Two weeks after Facebook’s initial public offering, the hand-wringing over its dismal stock performance hasn’t died down— and neither have the questions over how the IPO was carried out. Federal regulators are reviewing the offering, but some Democrats in Congress say their concerns about the IPO go well beyond the question of whether any laws were violated.

The Securities and Exchange Commission is examining how the company, its underwriters and the NASDAQ stock market executed Facebook’s IPO, according to Capitol Hill staffers and members of Congress who’ve been briefed by regulators.

SEC officials would neither confirm nor deny whether the agency is conducting an investigation. But there are three major questions swirling around the troubled IPO: what caused the technical glitches that disrupted Facebook’s NASDAQ debut; whether Facebook gave privileged information to certain analysts and investors; and whether Morgan Stanley, the IPO’s lead underwriter, gave conflicting messages to different kinds of investors before the offering.

For some in Congress, if federal regulators come up empty-handed, that could be an even greater cause for concern. “This IPO is a poster child for all that’s wrong with current practices,” Sen. Richard Blumenthal (D-Conn.) said in an interview. Whether or not the SEC or other regulators bring down the hammer, he believes that Facebook’s IPO is a clear sign that capital markets are rigged against ordinary “mom and pop” retail investors.

Facebook closed Friday at $27.72 a share — down 27 percent from its May 18 debut price of $38.

Blumenthal pointed to questions about whether Facebook and Morgan Stanley selectively disclosed a big drop in the company’s revenue forecast, which caused some big investors to back out of the offering. Facebook amended its prospectus on May 9 to include the information, but a Morgan Stanley analyst informed some clients orally about the disappointing outlook. On its face, underscoring this public information to some investors and not others isn’t illegal, and federal regulators could end up agreeing there was no wrongdoing. But Blumenthal believes that what is standard practice for Wall Street unfairly advantages big institutional investors over the little guy.

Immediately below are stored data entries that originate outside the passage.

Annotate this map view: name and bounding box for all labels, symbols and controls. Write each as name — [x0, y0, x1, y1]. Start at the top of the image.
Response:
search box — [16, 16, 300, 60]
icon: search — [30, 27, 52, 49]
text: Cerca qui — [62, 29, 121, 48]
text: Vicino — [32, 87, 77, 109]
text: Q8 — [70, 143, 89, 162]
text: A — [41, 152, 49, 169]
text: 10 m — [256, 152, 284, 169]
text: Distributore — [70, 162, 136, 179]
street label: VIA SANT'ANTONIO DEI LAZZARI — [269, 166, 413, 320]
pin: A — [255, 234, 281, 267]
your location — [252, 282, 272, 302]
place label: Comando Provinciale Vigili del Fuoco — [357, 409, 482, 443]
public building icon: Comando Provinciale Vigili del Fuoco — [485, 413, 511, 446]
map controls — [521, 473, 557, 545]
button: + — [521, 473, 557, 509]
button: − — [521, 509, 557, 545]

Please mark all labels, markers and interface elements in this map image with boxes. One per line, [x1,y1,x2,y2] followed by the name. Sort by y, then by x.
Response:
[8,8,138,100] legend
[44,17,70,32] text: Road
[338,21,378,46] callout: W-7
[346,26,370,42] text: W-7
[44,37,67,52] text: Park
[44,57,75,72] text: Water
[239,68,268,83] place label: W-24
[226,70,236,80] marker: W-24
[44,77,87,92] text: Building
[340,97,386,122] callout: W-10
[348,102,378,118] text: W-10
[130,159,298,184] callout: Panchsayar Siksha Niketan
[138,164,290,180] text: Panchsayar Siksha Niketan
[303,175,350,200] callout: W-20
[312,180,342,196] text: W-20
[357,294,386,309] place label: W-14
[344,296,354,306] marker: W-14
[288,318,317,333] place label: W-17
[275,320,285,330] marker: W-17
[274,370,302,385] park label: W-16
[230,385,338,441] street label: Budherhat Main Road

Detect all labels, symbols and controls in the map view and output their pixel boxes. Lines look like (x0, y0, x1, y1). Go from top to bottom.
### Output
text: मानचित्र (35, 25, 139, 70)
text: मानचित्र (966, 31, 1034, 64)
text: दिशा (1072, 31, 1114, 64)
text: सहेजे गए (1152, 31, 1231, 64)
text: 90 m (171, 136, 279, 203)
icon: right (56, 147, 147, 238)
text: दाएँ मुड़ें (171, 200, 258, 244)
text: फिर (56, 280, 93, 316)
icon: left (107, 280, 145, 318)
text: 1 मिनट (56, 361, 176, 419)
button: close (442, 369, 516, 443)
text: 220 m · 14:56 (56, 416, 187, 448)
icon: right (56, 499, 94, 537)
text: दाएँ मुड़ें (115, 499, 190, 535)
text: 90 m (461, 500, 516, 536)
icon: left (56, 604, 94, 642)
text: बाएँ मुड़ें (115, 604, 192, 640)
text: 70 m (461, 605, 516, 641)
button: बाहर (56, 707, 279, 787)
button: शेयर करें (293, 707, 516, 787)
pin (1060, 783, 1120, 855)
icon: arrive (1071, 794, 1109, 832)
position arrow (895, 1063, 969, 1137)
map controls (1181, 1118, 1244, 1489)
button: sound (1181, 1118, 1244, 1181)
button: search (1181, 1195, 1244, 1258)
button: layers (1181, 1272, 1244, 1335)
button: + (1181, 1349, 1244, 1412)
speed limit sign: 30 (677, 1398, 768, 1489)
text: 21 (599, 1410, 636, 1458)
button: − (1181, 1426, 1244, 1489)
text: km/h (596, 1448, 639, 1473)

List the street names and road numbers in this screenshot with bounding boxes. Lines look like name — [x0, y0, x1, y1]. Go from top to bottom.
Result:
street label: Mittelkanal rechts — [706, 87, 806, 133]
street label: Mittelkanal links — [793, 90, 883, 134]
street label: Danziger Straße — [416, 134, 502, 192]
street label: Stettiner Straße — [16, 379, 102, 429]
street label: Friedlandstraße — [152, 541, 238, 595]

“You wonder, isn’t there something wrong with this picture? Where the underwriters selectively pick [who should receive] information, then the public is not only permitted but encouraged to participate?” he said. Whether the SEC finds any enforceable violations, Blumenthal thinks there could be a need to review and expand securities regulations to help level the playing field when companies go public.

More specifically, Blumenthal and other Senate Democrats want to revisit the recently passed JOBS Act, which loosened regulations on IPOs for “emerging companies,” reducing their disclosure requirements to investors. Facebook was too large to qualify as an “emerging company,” but JOBS Act opponents think it strengthens their case that companies need to provide more, not less, information to retail investors.

“Effective capital markets require transparency and accountability, not one set of rules for insiders and another for the rest of us,” Sen. Sherrod Brown (D-Ohio) said in a statement last week. “The conduct in this highly publicized IPO only reinforces that the Senate was mistaken in voting to remove oversight from approximately 98 percent of all IPOs — for companies making less than $1 billion per year.”

Blumenthal said he plans to push for a hearing on the subject when the Senate returns next week. “I voted against the JOBS Act, and the Facebook IPO may be Exhibit A why we need to revisit some of the issues that were given so little attention,” he said.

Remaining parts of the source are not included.